Lawmakers step up pressure on administration over monkeypox
Congressional leaders have begun raising the heat on the Biden administration over monkeypox, demanding to know what its plan is for handling the outbreak as cases continue to rise and treatments still remain out of reach for many who are affected.
Top-ranking members in the House and Senate, on both sides of the aisle, have asked Health and Human Services Secretary Xavier Becerra for answers on what his department is doing to handle the monkeypox outbreak, with several lawmakers questioning what they perceive to be a failed response.
Nearly 2,600 cases have been confirmed by the Centers for Disease Control and Prevention (CDC) as of Friday. These numbers are almost certainly an undercount due to the limited testing capabilities for monkeypox, one of the issues that lawmakers have brought up in recent weeks.
Last week, Sen. Richard Burr (R-N.C.), the ranking member of the Senate Health, Education, Labor and Pensions Committee, called the U.S. response to the virus “disturbing” in a letter to Becerra, arguing that the administration has all the tools it needs to better address the outbreak.
Sen. Patty Murray (D-Wash.) and Rep. Carolyn Maloney (D-N.Y.), who serve as chairwomen for top congressional health panels, both sent letters to the HHS secretary this week listing their concerns.
A group of 50 House Democrats also issued a letter to President Biden, urging him to declare a public health emergency due to monkeypox.

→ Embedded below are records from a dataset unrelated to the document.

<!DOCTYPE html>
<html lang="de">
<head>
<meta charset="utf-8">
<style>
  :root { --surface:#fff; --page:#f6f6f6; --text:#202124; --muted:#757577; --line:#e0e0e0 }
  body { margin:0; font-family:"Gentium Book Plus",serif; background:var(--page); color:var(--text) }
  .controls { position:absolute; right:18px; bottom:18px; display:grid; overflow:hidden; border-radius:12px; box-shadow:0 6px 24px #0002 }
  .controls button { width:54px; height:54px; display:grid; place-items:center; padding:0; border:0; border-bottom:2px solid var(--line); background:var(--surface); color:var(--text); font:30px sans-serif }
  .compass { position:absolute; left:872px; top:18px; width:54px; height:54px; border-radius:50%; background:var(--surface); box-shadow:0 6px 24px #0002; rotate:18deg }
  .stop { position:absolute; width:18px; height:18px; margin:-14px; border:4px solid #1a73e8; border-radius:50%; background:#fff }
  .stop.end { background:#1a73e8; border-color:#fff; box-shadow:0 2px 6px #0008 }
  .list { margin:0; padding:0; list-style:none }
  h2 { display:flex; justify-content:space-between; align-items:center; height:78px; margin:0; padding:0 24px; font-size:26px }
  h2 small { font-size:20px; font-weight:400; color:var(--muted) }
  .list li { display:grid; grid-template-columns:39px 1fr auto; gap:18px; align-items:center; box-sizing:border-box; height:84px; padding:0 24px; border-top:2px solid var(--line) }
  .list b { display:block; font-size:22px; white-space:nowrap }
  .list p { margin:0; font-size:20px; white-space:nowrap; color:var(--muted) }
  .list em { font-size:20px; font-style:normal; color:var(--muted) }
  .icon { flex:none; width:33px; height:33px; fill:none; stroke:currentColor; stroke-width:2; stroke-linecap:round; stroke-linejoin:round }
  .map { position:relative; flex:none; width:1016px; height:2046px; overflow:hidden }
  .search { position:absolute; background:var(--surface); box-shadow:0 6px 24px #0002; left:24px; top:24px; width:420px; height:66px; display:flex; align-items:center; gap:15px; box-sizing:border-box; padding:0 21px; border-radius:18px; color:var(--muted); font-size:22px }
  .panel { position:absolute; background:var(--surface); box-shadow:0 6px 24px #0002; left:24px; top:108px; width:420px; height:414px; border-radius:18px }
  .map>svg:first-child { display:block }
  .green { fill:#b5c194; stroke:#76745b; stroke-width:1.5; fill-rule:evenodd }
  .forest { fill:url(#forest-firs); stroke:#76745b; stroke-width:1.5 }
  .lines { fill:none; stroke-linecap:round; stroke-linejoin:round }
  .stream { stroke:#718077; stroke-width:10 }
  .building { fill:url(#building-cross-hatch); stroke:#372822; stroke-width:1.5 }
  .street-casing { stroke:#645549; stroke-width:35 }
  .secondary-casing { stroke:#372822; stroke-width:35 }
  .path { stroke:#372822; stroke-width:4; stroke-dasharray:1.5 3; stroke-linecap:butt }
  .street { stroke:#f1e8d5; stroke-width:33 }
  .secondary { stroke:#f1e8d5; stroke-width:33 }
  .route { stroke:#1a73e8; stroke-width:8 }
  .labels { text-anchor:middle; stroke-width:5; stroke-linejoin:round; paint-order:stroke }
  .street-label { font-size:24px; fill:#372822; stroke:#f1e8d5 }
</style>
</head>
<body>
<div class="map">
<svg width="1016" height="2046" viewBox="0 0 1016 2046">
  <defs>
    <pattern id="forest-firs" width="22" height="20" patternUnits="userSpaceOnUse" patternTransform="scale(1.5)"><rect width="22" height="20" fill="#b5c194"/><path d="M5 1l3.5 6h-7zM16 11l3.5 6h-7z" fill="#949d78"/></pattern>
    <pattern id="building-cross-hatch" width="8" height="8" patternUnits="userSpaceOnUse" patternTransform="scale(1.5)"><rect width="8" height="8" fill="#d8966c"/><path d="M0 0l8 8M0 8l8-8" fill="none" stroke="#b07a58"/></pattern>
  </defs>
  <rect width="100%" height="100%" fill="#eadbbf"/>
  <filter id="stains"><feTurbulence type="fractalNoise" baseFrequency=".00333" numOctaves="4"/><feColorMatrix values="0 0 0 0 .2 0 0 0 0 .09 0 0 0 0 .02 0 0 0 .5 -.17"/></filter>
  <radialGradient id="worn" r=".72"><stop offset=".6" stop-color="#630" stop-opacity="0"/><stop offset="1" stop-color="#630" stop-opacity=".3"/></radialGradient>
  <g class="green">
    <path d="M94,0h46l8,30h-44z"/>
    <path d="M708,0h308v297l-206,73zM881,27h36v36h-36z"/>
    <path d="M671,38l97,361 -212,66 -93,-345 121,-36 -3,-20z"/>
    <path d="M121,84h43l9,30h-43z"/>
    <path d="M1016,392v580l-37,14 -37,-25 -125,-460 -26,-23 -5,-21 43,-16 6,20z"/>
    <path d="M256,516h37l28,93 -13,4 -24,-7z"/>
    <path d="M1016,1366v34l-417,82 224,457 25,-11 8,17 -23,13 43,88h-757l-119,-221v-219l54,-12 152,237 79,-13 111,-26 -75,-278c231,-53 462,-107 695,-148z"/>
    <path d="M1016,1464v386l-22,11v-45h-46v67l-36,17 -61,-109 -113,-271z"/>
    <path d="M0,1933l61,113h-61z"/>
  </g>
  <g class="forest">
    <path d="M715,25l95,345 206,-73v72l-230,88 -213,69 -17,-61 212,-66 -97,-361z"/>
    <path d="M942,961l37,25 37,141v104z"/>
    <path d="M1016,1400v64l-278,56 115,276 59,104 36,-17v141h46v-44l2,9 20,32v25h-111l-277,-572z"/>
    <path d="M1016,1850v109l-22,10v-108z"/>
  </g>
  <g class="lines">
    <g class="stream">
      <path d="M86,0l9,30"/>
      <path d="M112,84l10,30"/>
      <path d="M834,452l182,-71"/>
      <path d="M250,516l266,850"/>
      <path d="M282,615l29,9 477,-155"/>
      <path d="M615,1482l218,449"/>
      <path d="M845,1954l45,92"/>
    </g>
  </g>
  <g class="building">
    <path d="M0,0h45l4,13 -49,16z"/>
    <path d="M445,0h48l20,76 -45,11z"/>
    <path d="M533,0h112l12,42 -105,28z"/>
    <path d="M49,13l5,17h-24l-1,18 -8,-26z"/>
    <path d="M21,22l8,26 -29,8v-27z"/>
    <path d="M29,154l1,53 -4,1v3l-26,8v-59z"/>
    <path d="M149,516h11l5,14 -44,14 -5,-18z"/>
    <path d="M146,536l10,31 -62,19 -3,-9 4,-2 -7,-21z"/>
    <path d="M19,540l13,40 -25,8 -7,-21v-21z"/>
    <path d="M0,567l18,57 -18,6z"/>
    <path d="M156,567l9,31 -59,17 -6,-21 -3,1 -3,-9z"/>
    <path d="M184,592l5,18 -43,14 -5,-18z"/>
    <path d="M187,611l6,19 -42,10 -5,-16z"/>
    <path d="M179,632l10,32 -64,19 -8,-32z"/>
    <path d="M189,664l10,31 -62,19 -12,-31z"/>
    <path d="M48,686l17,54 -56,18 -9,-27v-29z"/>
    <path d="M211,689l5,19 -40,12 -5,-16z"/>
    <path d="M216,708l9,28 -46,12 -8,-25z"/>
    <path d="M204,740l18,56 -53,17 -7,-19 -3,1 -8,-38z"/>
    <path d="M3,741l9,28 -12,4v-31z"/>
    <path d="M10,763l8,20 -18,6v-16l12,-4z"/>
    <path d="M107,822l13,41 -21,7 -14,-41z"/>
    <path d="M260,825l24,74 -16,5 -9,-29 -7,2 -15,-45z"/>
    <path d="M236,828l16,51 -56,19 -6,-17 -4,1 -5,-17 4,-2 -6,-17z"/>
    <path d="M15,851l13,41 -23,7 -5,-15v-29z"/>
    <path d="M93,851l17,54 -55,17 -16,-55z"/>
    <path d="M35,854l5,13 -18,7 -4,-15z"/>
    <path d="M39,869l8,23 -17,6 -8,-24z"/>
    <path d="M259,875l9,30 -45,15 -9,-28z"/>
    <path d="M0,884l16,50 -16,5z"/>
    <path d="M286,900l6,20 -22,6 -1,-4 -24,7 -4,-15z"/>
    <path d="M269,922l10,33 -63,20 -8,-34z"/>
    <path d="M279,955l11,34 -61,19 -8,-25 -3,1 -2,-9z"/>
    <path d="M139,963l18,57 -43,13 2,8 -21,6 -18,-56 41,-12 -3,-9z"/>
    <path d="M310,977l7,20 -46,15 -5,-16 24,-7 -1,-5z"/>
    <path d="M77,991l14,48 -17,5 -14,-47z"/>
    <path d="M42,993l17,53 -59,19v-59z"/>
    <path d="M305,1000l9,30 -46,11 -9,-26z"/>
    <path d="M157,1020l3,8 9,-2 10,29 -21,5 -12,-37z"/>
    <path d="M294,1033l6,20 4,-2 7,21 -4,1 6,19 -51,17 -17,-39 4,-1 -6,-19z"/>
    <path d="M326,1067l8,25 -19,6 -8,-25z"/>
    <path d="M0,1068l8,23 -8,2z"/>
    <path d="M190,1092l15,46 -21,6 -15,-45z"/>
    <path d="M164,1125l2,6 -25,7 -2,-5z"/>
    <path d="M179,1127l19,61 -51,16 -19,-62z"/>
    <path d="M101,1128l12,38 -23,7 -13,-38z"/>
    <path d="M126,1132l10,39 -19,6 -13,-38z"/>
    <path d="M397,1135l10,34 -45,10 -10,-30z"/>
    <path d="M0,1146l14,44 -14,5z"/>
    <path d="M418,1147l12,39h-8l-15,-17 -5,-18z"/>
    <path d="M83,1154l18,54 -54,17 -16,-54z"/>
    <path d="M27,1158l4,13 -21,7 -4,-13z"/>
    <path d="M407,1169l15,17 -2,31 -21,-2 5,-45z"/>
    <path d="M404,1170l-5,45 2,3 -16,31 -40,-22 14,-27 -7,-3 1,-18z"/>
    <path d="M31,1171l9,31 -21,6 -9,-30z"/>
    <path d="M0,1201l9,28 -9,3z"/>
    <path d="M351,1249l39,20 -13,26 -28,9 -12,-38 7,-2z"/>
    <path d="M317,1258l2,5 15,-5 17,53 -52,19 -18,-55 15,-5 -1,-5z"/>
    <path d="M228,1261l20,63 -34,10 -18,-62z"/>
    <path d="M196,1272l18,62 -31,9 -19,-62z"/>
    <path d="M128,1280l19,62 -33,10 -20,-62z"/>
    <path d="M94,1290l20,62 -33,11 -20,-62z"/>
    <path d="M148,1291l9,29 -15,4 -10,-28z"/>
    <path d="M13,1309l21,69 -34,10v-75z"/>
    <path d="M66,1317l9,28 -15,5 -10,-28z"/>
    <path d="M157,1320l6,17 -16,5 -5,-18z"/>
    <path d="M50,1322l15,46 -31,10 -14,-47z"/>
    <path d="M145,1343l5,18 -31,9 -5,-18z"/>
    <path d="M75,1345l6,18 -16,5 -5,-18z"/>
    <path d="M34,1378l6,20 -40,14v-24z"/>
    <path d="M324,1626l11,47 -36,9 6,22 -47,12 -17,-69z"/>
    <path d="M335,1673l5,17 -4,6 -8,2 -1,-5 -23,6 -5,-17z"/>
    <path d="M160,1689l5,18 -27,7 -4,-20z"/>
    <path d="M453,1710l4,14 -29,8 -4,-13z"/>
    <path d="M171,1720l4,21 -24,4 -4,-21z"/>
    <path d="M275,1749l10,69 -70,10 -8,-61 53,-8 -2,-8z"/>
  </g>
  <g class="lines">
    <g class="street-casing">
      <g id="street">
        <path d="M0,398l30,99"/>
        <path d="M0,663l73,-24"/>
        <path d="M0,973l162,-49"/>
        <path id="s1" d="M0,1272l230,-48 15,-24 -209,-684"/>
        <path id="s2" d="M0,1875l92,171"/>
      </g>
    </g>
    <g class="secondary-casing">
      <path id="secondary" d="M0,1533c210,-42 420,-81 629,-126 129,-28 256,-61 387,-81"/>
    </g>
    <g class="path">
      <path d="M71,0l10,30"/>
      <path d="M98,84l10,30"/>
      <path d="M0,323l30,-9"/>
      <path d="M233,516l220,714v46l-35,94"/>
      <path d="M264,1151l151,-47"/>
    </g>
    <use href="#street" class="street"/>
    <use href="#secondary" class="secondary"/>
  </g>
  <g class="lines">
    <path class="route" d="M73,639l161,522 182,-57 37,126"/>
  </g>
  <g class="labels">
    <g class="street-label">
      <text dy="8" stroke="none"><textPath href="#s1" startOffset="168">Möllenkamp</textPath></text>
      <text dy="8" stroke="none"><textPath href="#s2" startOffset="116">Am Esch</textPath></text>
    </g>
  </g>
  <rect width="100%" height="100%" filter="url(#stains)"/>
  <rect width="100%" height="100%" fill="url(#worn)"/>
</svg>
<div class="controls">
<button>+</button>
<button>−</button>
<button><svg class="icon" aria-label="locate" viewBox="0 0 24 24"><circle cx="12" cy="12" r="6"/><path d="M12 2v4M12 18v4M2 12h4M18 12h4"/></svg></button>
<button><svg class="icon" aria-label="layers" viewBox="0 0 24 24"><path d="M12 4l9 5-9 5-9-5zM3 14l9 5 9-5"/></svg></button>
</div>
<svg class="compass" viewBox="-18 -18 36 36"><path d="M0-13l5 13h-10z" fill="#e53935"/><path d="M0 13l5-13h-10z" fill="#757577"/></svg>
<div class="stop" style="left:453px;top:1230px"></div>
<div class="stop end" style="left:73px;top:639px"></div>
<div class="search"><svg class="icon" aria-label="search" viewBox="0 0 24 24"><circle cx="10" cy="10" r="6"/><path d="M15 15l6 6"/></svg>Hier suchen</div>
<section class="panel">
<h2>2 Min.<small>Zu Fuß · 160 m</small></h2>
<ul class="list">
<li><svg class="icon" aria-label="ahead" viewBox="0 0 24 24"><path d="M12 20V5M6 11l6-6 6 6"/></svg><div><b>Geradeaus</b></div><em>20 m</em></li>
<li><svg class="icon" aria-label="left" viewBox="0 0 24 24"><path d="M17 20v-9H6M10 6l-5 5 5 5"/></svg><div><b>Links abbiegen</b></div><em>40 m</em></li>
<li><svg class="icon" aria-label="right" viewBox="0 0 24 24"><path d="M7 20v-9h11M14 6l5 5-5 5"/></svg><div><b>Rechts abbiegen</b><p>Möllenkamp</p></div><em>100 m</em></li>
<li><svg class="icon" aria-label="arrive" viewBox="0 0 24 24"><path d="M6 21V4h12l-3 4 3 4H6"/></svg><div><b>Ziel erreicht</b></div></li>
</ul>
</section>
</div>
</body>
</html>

“Doing so would make available a number of authorities to accelerate the federal response and tap into additional resources to procure vaccines and distribute them swiftly across the country,” they wrote.
Murray and Maloney both said that they will request briefings from HHS by early next month.
While there has so far been no word on whether Becerra will sit for a briefing, HHS released an updated fact sheet on the monkeypox response on Thursday. The agency said it has distributed around 200,000 Jynneos vaccines so far and is expecting roughly 800,000 more later this summer.
“Over the coming days and weeks, HHS will continue to strengthen and accelerate its strategy on combatting monkeypox and work closely with public health officials and stakeholders in high-risk communities to get vaccines, testing, and treatments out to communities across the country,” said the department.
The agency acknowledged that testing capabilities were limited at the start of the outbreak and said the U.S. testing capacity has now risen to 80,000 tests per week.
“Because there is no rapid test for monkeypox, it is particularly important that patients who present at clinics are not turned away from testing,” Murray said in her letter to Becerra this week.
While the supply of vaccines increases, there are still obstacles preventing many from accessing treatments like antivirals. Critics have been quick to point out that the people who have been able to obtain treatment have usually been more privileged than those who may lack health insurance or a regular healthcare provider.
HHS said this week that that the Food and Drug Administration (FDA) and the CDC were working to simplify the process to get antivirals and reiterated that all rounds of treatment so far have been free.
The White House said during a press briefing on Friday that it was taking steps to expand access to both vaccines and antivirals.
Without mentioning the recent calls from lawmakers for enhanced action, officials including White House COVID-19 Response Coordinator Ashish Jha addressed some of the areas of the monkeypox strategy that members of Congress have taken issue with.
“We have been leveraging all the resources at our disposal since the earliest days of the of this outbreak,” Jha said.
According to Jha, over 300,000 doses of vaccines to treat monkeypox have been shipped out and hundreds of thousands more doses are expected to arrive from Denmark in the coming weeks.
The White House official also said efforts were being made to make Tecovirimat, a smallpox antiviral also known as TPOXX that is believed to be effective against monkeypox, more accessible.
“Both CDC and FDA have been working very hard to streamline that process for accessing treatment to make it easier for clinicians to order it … to get it for their patients. That is ongoing work but it’s going to continue to accelerate,” said Jha, adding that the administration was looking to reduce the paperwork needed to provide TPOXX which is not technically authorized to treat monkeypox.
Jha also addressed the calls from lawmakers to declare a public health emergency, saying it was an ongoing conversation.
“We’re looking at that, looking at what are the ways in which the response could be enhanced, if any, by declaring a public health emergency,” he said.
“I think with public health emergencies, it’s always important to sort of ask very specific questions about what exactly would that allow us to be able to do differently than we’re doing now. And would that make it easier to be able to respond to this outbreak? So I will just say there’s no final decision on this that I’m aware of.”